Can Full-Text Search Replace Metadata?

From a review by Jeffrey Beall of a presentation by Eric Hellman at ALA Annual 2011 that touched upon that:

Hellman's talk was among the most arrogant and flippant I had ever attended at an ALA conference. His talk was supposed to be about linked data, but he exploited his position as speaker to unwarrantedly trash libraries, library standards, and librarians.

By way of GMANE, you can read what the folks at AUTOCAT had to say in discussing the matter further. Links to the slides used are also discussed in that AUTOCAT thread.

Comments

Comment viewing options

Select your preferred way to display the comments and click "Save settings" to activate your changes.

Sounds like my kind of guy

"Metadata is useful, but not essential" --> "they haven't set the bar too high for speakers"

This reminds me of the talk by Jeff Trzeciak on orgazational change, and how the first comment on I saw stated that the misuse of an apostrophe in "PhD's" in one of the slides made him not worth listening to.

I'm not a cataloger or database designer, but I don't understand how the same computing power that can do something like "map keywords to subject headings" cannot also take the full text of records and calculate co-occurrences, match them from any keyword search, and produce the same type of results as using controlled vocabulary would, but without any manually created subject headings existing.

So how did that guy get invited to speak?

He is obviously naive enough to believe that, just because full-text search meets his marginal needs, it is all anyone needs. Yet another fallacy (I just don't know which one). Even though he may only need to gather up enough quotes to flesh out his next paper for publication, our society as a whole needs more than just rehashed papers. A lot of money is spent uncovering new knowledge which then gets buried - "Raiders of the Ark" style - in the vast warehouse that is our collective store of data.

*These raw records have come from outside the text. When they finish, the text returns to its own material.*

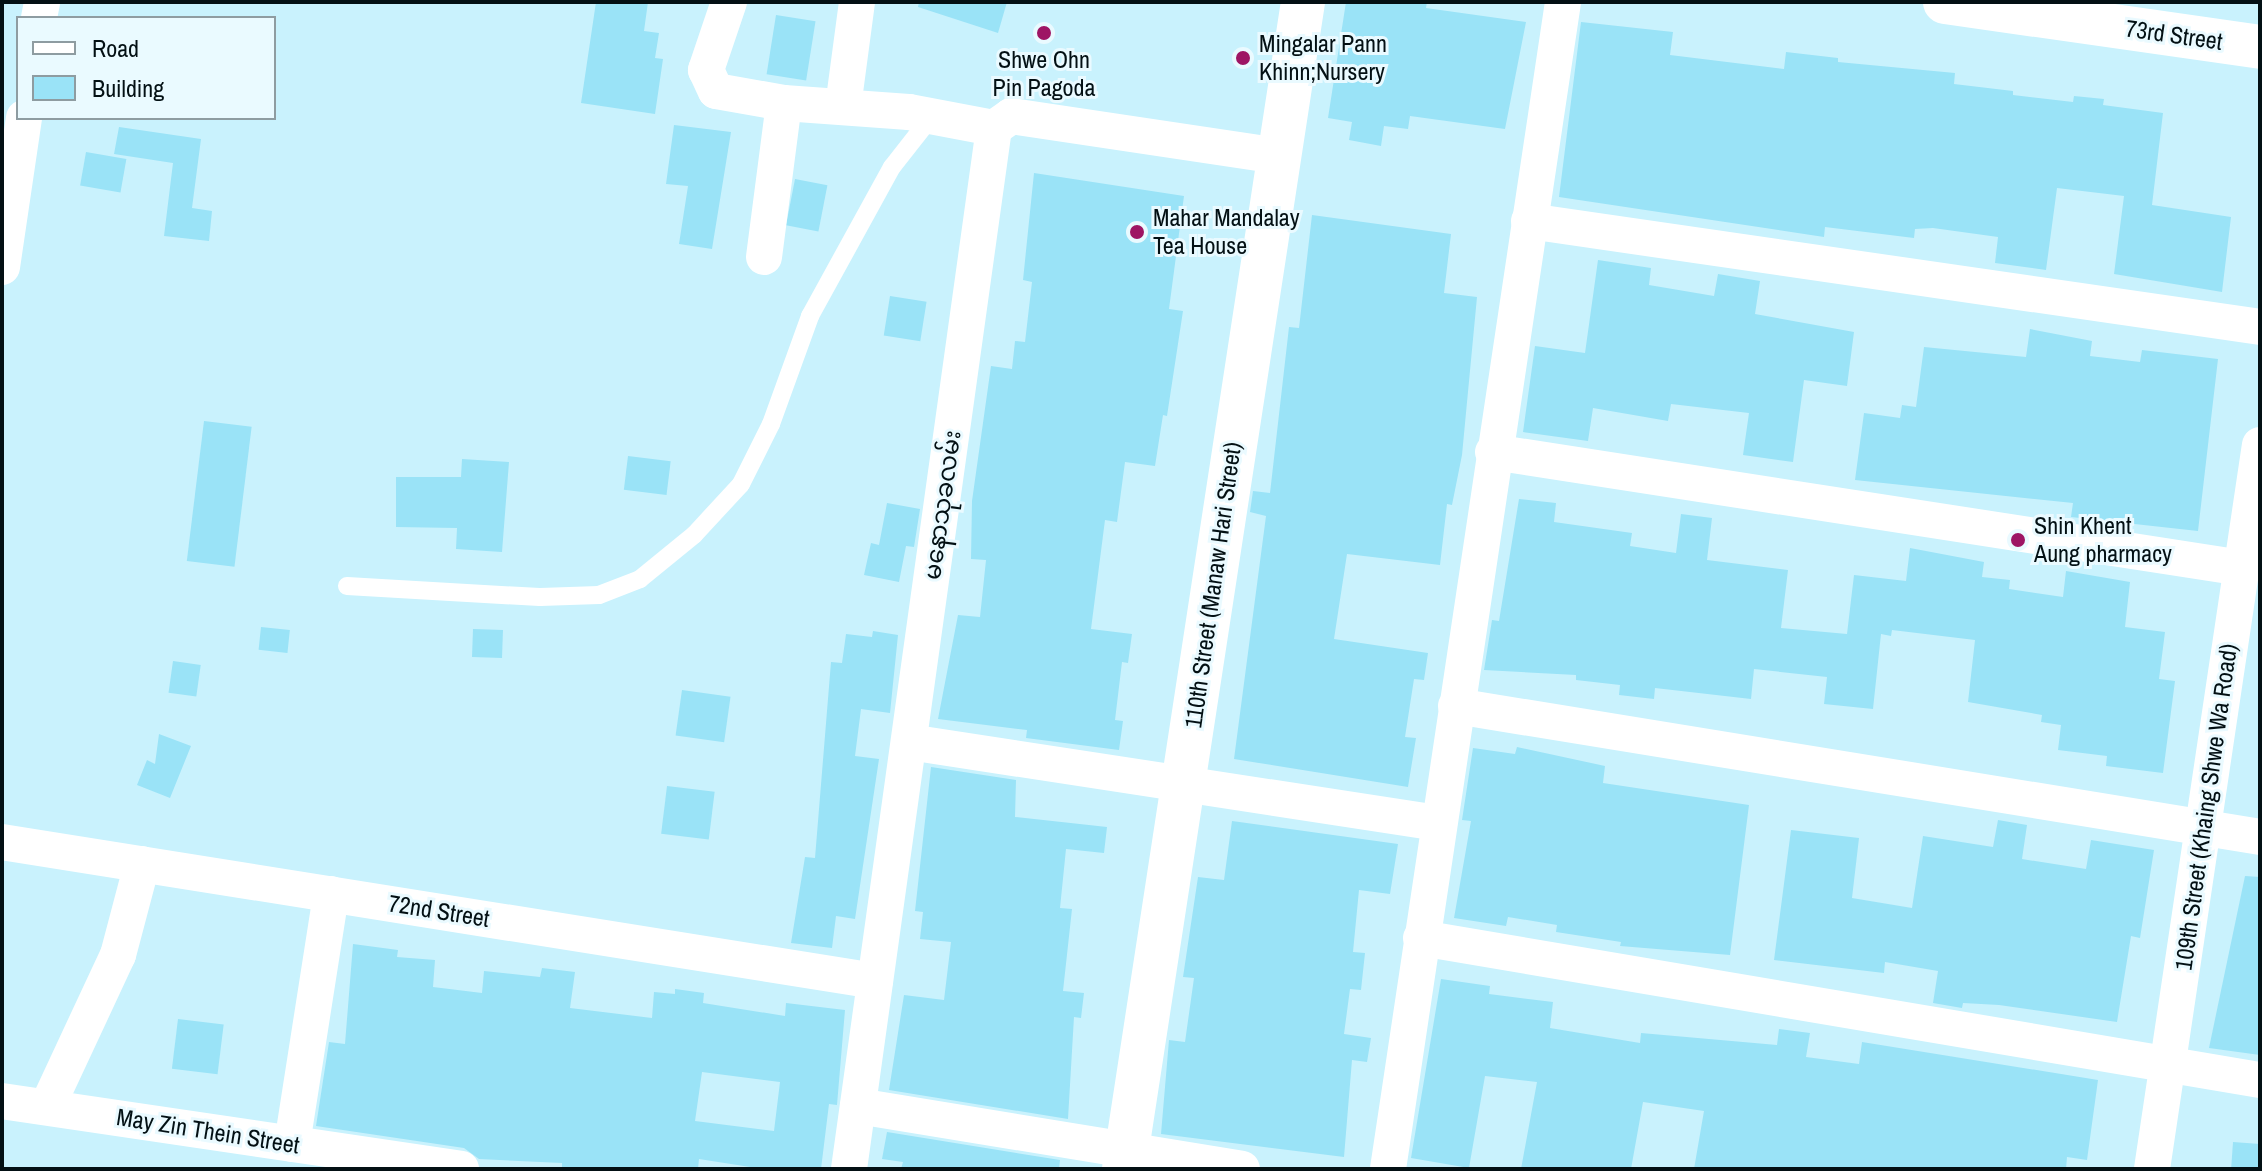 <!DOCTYPE html>
<html>
<head>
<meta charset="utf-8">
<style>
	body { margin:0 }
	#map { position:relative; width:2262px; height:1171px; overflow:hidden; background:#c9f2fd; font-family:"Archivo Narrow","Noto Sans Myanmar",sans-serif }
	div>[style] { position:absolute }
	.building>* { inset:0; background:#9ae3f7; transform-origin:0 0 }
	.service>* { height:18px; margin:-9px; padding:0 9px; transform-origin:9px; border-radius:9px; background:#fff }
	.minor>* { height:36px; margin:-18px; padding:0 18px; transform-origin:18px; border-radius:18px; background:#fff }
	.secondary>* { height:44px; margin:-22px; padding:0 22px; transform-origin:22px; border-radius:22px; background:#fff }
	.dots>* { width:22px; height:22px; translate:-50% -50%; box-sizing:border-box; border:4px solid #eafaff; border-radius:50% }
	span { translate:-50% -50%; white-space:nowrap; text-align:center; line-height:1.15; -webkit-text-stroke:6px #eafaff; paint-order:stroke }
	.street-label { font-size:24px; color:#031014 }
	.poi-label { font-size:24px; color:#031014 }
	.left { translate:0 -50%; text-align:left }
	.frame { position:absolute; inset:0; border:4px solid #031014; pointer-events:none }
	.legend { position:absolute; left:16px; top:16px; width:260px; height:104px; box-sizing:border-box; background:#eafaff; border:2px solid #8e9ca1; margin:0; padding:10px 14px; list-style:none; font-size:24px; color:#031014 }
	.legend li { display:flex; align-items:center; gap:16px; height:40px }
	.legend b { width:40px; border:2px solid #8e9ca1 }
</style>
</head>
<body>
<div id="map">
	<div class="building">
		<i style="clip-path:polygon(596px 2px,648px 2px,644px 31px,659px 33px,655px 58px,663px 59px,655px 114px,581px 103px)"></i>
		<i style="clip-path:polygon(919px 2px,1007px 2px,998px 33px,918px 7px)"></i>
		<i style="clip-path:polygon(1346px 2px,1427px 2px,1426px 8px,1526px 22px,1505px 129px,1410px 116px,1408px 129px,1384px 126px,1381px 146px,1349px 140px,1352px 122px,1328px 118px)"></i>
		<i style="left:776px;top:15px;width:40px;height:60px;rotate:9deg"></i>
		<i style="clip-path:polygon(1581px 22px,1673px 32px,1670px 55px,1784px 69px,1786px 52px,1838px 58px,1838px 62px,1955px 73px,1954px 84px,2013px 91px,2013px 95px,2073px 102px,2074px 96px,2104px 99px,2103px 105px,2163px 113px,2152px 205px,2231px 217px,2222px 292px,2114px 274px,2124px 196px,2057px 188px,2046px 270px,1995px 263px,1998px 237px,1933px 228px,1915px 229px,1914px 238px,1825px 227px,1824px 237px,1559px 197px)"></i>
		<i style="clip-path:polygon(674px 125px,731px 132px,712px 249px,679px 244px,688px 186px,666px 184px)"></i>
		<i style="clip-path:polygon(119px 127px,201px 139px,192px 208px,212px 211px,209px 241px,164px 236px,173px 163px,114px 154px)"></i>
		<i style="left:86px;top:152px;width:41px;height:34px;rotate:10deg"></i>
		<i style="clip-path:polygon(1034px 173px,1184px 196px,1169px 309px,1183px 311px,1167px 416px,1163px 415px,1155px 466px,1125px 462px,1117px 522px,1105px 520px,1091px 629px,1132px 634px,1128px 663px,1122px 662px,1115px 720px,1123px 721px,1119px 750px,1026px 738px,1027px 730px,938px 719px,958px 615px,980px 617px,986px 560px,971px 559px,972px 501px,991px 366px,1012px 369px,1015px 341px,1025px 342px,1032px 282px,1023px 280px)"></i>
		<i style="left:795px;top:179px;width:33px;height:47px;rotate:11deg"></i>
		<i style="clip-path:polygon(1312px 215px,1451px 234px,1444px 293px,1477px 297px,1462px 455px,1452px 505px,1447px 504px,1440px 565px,1347px 554px,1334px 639px,1428px 653px,1424px 680px,1414px 679px,1405px 737px,1416px 738px,1408px 787px,1234px 759px,1266px 516px,1250px 512px,1253px 491px,1270px 493px,1289px 327px,1299px 328px)"></i>
		<i style="clip-path:polygon(1598px 260px,1651px 268px,1649px 285px,1714px 296px,1718px 274px,1760px 281px,1755px 314px,1854px 332px,1847px 386px,1804px 380px,1793px 462px,1743px 455px,1749px 413px,1671px 404px,1668px 421px,1593px 408px,1588px 441px,1523px 432px,1535px 346px,1585px 353px)"></i>
		<i style="left:890px;top:296px;width:37px;height:40px;rotate:9deg"></i>
		<i style="clip-path:polygon(2030px 329px,2092px 341px,2090px 356px,2140px 362px,2142px 350px,2218px 359px,2198px 531px,2071px 517px,2073px 503px,1855px 480px,1864px 413px,1900px 418px,1902px 405px,1916px 407px,1924px 347px,2026px 357px)"></i>
		<i style="left:204px;top:421px;width:48px;height:141px;rotate:7deg"></i>
		<i style="left:628px;top:456px;width:43px;height:34px;rotate:7deg"></i>
		<i style="clip-path:polygon(462px 459px,509px 462px,502px 552px,456px 549px,457px 528px,396px 527px,396px 477px,461px 477px)"></i>
		<i style="clip-path:polygon(1519px 499px,1556px 503px,1554px 522px,1632px 533px,1630px 546px,1676px 553px,1681px 514px,1712px 518px,1707px 560px,1788px 570px,1781px 628px,1847px 634px,1854px 575px,1906px 581px,1910px 548px,1984px 562px,1982px 577px,2010px 580px,2009px 589px,2063px 597px,2066px 571px,2130px 582px,2125px 627px,2165px 632px,2159px 679px,2175px 681px,2163px 773px,2106px 766px,2107px 756px,2058px 750px,2061px 725px,2041px 722px,2042px 715px,1968px 702px,1975px 640px,1892px 630px,1891px 636px,1881px 634px,1873px 709px,1824px 704px,1827px 677px,1754px 669px,1751px 699px,1655px 688px,1654px 699px,1619px 695px,1620px 685px,1576px 680px,1576px 675px,1484px 670px,1492px 620px,1499px 621px)"></i>
		<i style="clip-path:polygon(887px 503px,920px 509px,914px 547px,906px 546px,899px 582px,864px 575px,871px 543px,879px 545px)"></i>
		<i style="left:261px;top:627px;width:29px;height:23px;rotate:6deg"></i>
		<i style="left:473px;top:629px;width:30px;height:28px;rotate:2deg"></i>
		<i style="clip-path:polygon(873px 631px,898px 635px,890px 713px,861px 709px,855px 756px,879px 759px,855px 919px,836px 916px,832px 948px,791px 943px,805px 857px,815px 858px,831px 662px,842px 663px,846px 634px,872px 637px)"></i>
		<i style="left:173px;top:661px;width:28px;height:32px;rotate:8deg"></i>
		<i style="left:682px;top:690px;width:49px;height:46px;rotate:8deg"></i>
		<i style="clip-path:polygon(159px 734px,191px 746px,170px 798px,137px 785px,147px 760px,155px 764px)"></i>
		<i style="clip-path:polygon(1517px 747px,1605px 766px,1603px 783px,1749px 805px,1730px 955px,1620px 946px,1621px 942px,1556px 932px,1557px 925px,1508px 917px,1506px 926px,1454px 918px,1471px 821px,1462px 820px,1473px 748px,1515px 754px)"></i>
		<i style="clip-path:polygon(931px 767px,1016px 780px,1015px 817px,1107px 827px,1104px 853px,1066px 849px,1060px 908px,1072px 909px,1063px 991px,1084px 993px,1081px 1018px,1074px 1017px,1068px 1119px,889px 1090px,904px 995px,944px 1000px,951px 942px,920px 939px,923px 912px,915px 911px)"></i>
		<i style="left:667px;top:786px;width:48px;height:48px;rotate:7deg"></i>
		<i style="clip-path:polygon(1998px 820px,2027px 825px,2022px 859px,2086px 869px,2091px 840px,2154px 850px,2140px 938px,2131px 936px,2117px 1022px,1999px 1005px,1963px 1003px,1962px 1008px,1933px 1003px,1938px 971px,1885px 962px,1884px 973px,1774px 960px,1791px 830px,1859px 838px,1852px 898px,1912px 908px,1923px 836px,1993px 847px)"></i>
		<i style="clip-path:polygon(1232px 821px,1398px 844px,1390px 894px,1359px 890px,1353px 952px,1365px 953px,1361px 990px,1350px 989px,1344px 1034px,1371px 1038px,1367px 1062px,1352px 1060px,1344px 1157px,1161px 1134px,1169px 1040px,1185px 1042px,1194px 978px,1183px 977px,1198px 877px,1224px 880px)"></i>
		<i style="clip-path:polygon(2245px 876px,2260px 877px,2260px 1055px,2209px 1048px)"></i>
		<i style="clip-path:polygon(evenodd,353px 944px,398px 950px,397px 957px,435px 960px,433px 987px,482px 993px,484px 971px,540px 977px,542px 968px,575px 972px,570px 1008px,652px 1018px,654px 992px,675px 994px,675px 989px,704px 993px,703px 1003px,785px 1016px,786px 1003px,845px 1010px,837px 1105px,829px 1104px,821px 1169px,763px 1169px,699px 1159px,698px 1169px,562px 1169px,562px 1163px,479px 1159px,464px 1148px,316px 1126px,329px 1042px,345px 1044px,353px 944px,702px 1072px,780px 1082px,774px 1131px,695px 1121px,702px 1072px)"></i>
		<i style="clip-path:polygon(1441px 979px,1490px 986px,1489px 994px,1553px 1002px,1550px 1028px,1640px 1043px,1641px 1033px,1777px 1045px,1779px 1029px,1810px 1033px,1806px 1057px,1859px 1064px,1862px 1042px,2098px 1080px,2087px 1160px,2067px 1157px,2066px 1169px,1694px 1169px,1704px 1111px,1643px 1102px,1631px 1169px,1521px 1169px,1537px 1082px,1485px 1076px,1469px 1168px,1411px 1158px)"></i>
		<i style="left:178px;top:1019px;width:46px;height:50px;rotate:7deg"></i>
		<i style="clip-path:polygon(887px 1132px,1060px 1160px,1059px 1169px,901px 1169px,903px 1162px,882px 1159px)"></i>
		<i style="left:2233px;top:1142px;width:27px;height:27px;rotate:4deg"></i>
	</div>
	<div class="service">
		<i style="left:347px;top:586px;width:193px;rotate:3.3deg"></i>
		<i style="left:540px;top:597px;width:59px;rotate:-1.9deg"></i>
		<i style="left:599px;top:595px;width:44px;rotate:-21.3deg"></i>
		<i style="left:640px;top:579px;width:70px;rotate:-39.2deg"></i>
		<i style="left:694px;top:535px;width:69px;rotate:-47.3deg"></i>
		<i style="left:741px;top:484px;width:67px;rotate:-63.4deg"></i>
		<i style="left:771px;top:424px;width:115px;rotate:-70.1deg"></i>
		<i style="left:810px;top:316px;width:170px;rotate:-61.2deg"></i>
		<i style="left:892px;top:167px;width:65px;rotate:-51.9deg"></i>
	</div>
	<div class="minor">
		<i style="left:729px;top:2px;width:72px;rotate:108.7deg"></i>
		<i style="left:706px;top:70px;width:23px;rotate:65deg"></i>
		<i style="left:716px;top:91px;width:69px;rotate:10deg"></i>
		<i style="left:784px;top:103px;width:125px;rotate:4.1deg"></i>
		<i style="left:909px;top:112px;width:86px;rotate:10.7deg"></i>
		<i style="left:39px;top:18px;width:16px;rotate:-79deg"></i>
		<i style="left:843px;top:107px;width:106px;rotate:-82.4deg"></i>
		<i style="left:1529px;top:221px;width:739px;rotate:8.25deg"></i>
		<i style="left:764px;top:257px;width:155px;rotate:-82.6deg"></i>
		<i style="left:2px;top:267px;width:151px;rotate:-81.6deg"></i>
		<i style="left:1493px;top:452px;width:758px;rotate:8.8deg"></i>
		<i style="left:1456px;top:706px;width:815px;rotate:9.25deg"></i>
		<i style="left:909px;top:742px;width:535px;rotate:8.71deg"></i>
		<i style="left:2px;top:842px;width:884px;rotate:9.05deg"></i>
		<i style="left:1421px;top:938px;width:851px;rotate:9.61deg"></i>
		<i style="left:2px;top:1101px;width:464px;rotate:8.4deg"></i>
		<i style="left:858px;top:1106px;width:389px;rotate:9.3deg"></i>
		<i style="left:47px;top:1107px;width:168px;rotate:-65deg"></i>
		<i style="left:118px;top:955px;width:94px;rotate:-75.2deg"></i>
		<i style="left:292px;top:1144px;width:253px;rotate:-81.1deg"></i>
		<i style="left:849px;top:1169px;width:1051px;rotate:-82.07deg"></i>
		<i style="left:994px;top:128px;width:21px;rotate:-35deg"></i>
		<i style="left:1011px;top:116px;width:270px;rotate:8.5deg"></i>
		<i style="left:1388px;top:1169px;width:1180px;rotate:-81.47deg"></i>
		<i style="left:2152px;top:1169px;width:732px;rotate:-81.52deg"></i>
	</div>
	<div class="secondary">
		<i style="left:1945px;top:2px;width:318px;rotate:8.1deg"></i>
		<i style="left:1124px;top:1169px;width:1181px;rotate:-81.28deg"></i>
	</div>
	<div class="dots">
		<i style="left:1044px;top:33px;background:#9e1564"></i>
		<i style="left:1243px;top:58px;background:#9e1564"></i>
		<i style="left:1137px;top:232px;background:#9e1564"></i>
		<i style="left:2018px;top:540px;background:#9e1564"></i>
	</div>
	<div class="street-label">
		<span style="left:2174px;top:35px;rotate:8deg">73rd Street</span>
		<span style="left:942px;top:505px;rotate:-82deg">မနောသုခလမ်း</span>
		<span style="left:1213px;top:585px;rotate:-82deg">110th Street (Manaw Hari Street)</span>
		<span style="left:2206px;top:807px;rotate:-82deg">109th Street (Khaing Shwe Wa Road)</span>
		<span style="left:439px;top:911px;rotate:9deg">72nd Street</span>
		<span style="left:208px;top:1131px;rotate:9deg">May Zin Thein Street</span>
	</div>
	<div class="poi-label">
		<span class="left" style="left:1259px;top:58px">Mingalar Pann<br>Khinn;Nursery</span>
		<span style="left:1044px;top:74px">Shwe Ohn<br>Pin Pagoda</span>
		<span class="left" style="left:1153px;top:232px">Mahar Mandalay<br>Tea House</span>
		<span class="left" style="left:2034px;top:540px">Shin Khent<br>Aung pharmacy</span>
	</div>
	<div class="frame"></div>
	<ul class="legend">
	<li><b style="height:10px;background:#fff"></b>Road</li>
	<li><b style="height:22px;background:#9ae3f7"></b>Building</li>
	</ul>
</div>
</body>
</html>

A) Only certain papers get published at all. The rest languish on some professor's web site or hidden in a drawer.
B) Without metadata to fine tune a search many of the slim proportion of papers that do see the light of day will not be found by almost any search specific enough to avoid wading through thousands of matches.
C) Even with metadata, if it isn't standardized then it provides almost no benefit when you consider the vast quantity of information that will be unfindable because it is practically impossible for searchers to become familiar with all the different metadata standards out there. Not to mention the subtle differences in implementations within any one standard. And you thought the browser wars were bad.
D) Without metadata tagging individual paragraphs, sentences, phrases, or words within a document it is almost impossible to distinguish between all the different meanings for a particular word or phrase. Simply using the alternative definitions listed in a regular dictionary is not enough. Each different academic discipline has its own unique set of meanings for similar or identical terms used in other fields, or even within a field but in different parts of the world.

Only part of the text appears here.